Bobby Crutchley

Personal information
- Born: 24 May 1970 (age 56) Wirral Peninsula, England

Sport
- Sport: Field hockey

Senior career
- Years: Team / Caps / Goals
- 1986–1992: Neston / - / -
- 1992–1995: Hounslow / - / -
- 1995: Canberra Lakers / - / -
- 1995–1999: Cannock / - / -
- 1999–2006: Team Bath Buccaneers / - / -

National team
- Years: Team / Caps / Goals
- –: GB & England / 80 / -

Medal record
field hockey
Representing England
Commonwealth Games
| Bronze medal – third place | 1998 Kuala Lumpur | Team |

= Bobby Crutchley =

English field hockey player and coach

Robert Crutchley (born 24 May 1970) is the Performance Director for Great Britain and England Hockey. He was previously the Head of Performance Coaching at British Gymnastics (2018-2025) and former male Great Britain and England field hockey coach & player. He was the Head Coach of the Great Britain team at the 2016 Summer Olympics.

== Biography ==
=== Playing career ===
Crutchley was born in the Wirral Peninsula, England and was educated at Calday Grange Grammar School. Crutchley played club hockey for Neston in the Men's England Hockey League and became part of the England U18 and U21 set ups before gaining full senior honours with the club. At the beginning of the 1992–-93 season Crutchley signed for Hounslow.

While at Hounslow he played for England at the 1994 Men's Hockey World Cup. Crutchley starred in the 1994 World Cup in Australia and this led to him playing in Australia during 1995.
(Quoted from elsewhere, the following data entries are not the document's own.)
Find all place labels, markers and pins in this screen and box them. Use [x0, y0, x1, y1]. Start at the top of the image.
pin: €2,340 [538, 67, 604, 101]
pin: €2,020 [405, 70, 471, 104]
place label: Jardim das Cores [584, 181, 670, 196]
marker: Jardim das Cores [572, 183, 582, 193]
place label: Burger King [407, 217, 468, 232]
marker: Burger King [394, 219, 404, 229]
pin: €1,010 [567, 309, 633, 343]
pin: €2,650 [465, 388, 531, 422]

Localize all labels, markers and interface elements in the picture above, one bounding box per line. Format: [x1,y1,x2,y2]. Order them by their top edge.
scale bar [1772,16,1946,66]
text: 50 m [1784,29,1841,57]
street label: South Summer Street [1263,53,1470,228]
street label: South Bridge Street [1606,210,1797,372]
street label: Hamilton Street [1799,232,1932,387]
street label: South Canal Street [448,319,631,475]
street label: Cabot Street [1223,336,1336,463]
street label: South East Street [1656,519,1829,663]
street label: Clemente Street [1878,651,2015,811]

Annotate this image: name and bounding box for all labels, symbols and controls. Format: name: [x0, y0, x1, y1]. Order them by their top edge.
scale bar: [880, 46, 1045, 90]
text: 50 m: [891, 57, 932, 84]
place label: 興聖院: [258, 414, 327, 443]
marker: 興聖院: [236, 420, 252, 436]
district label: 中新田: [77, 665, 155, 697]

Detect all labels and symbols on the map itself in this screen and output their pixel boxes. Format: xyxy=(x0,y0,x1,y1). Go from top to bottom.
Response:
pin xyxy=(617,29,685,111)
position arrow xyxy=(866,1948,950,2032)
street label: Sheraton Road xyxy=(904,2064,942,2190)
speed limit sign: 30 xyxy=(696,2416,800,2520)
After his Australian adventure he joined Cannock for the 1995–96 season. While at Cannock, he represented England at the 1998 Commonwealth Games in Kuala Lumpur, where he won a bronze medal in the men's hockey.

Crutchley announced his international retirement after winning 80 international caps for Great Britain and England. He took up a coaching position at Bath University.

=== Coaching career ===
He was Assistant Coach for the England & Great Britain men's teams from 2005 to 2012 and Head Coach from 2013 to 2018. During this time he coached at 3 Olympic Games, 3 World Cups, 7 European Championships and 4 Commonwealth Games.

He was appointed Performance Coach Developer (later becoming Head of Performance Coaching) at British Gymnastics from 2018 until 2025. In 2025, he then took the role of Performance Director for Great Britain and England and Hockey.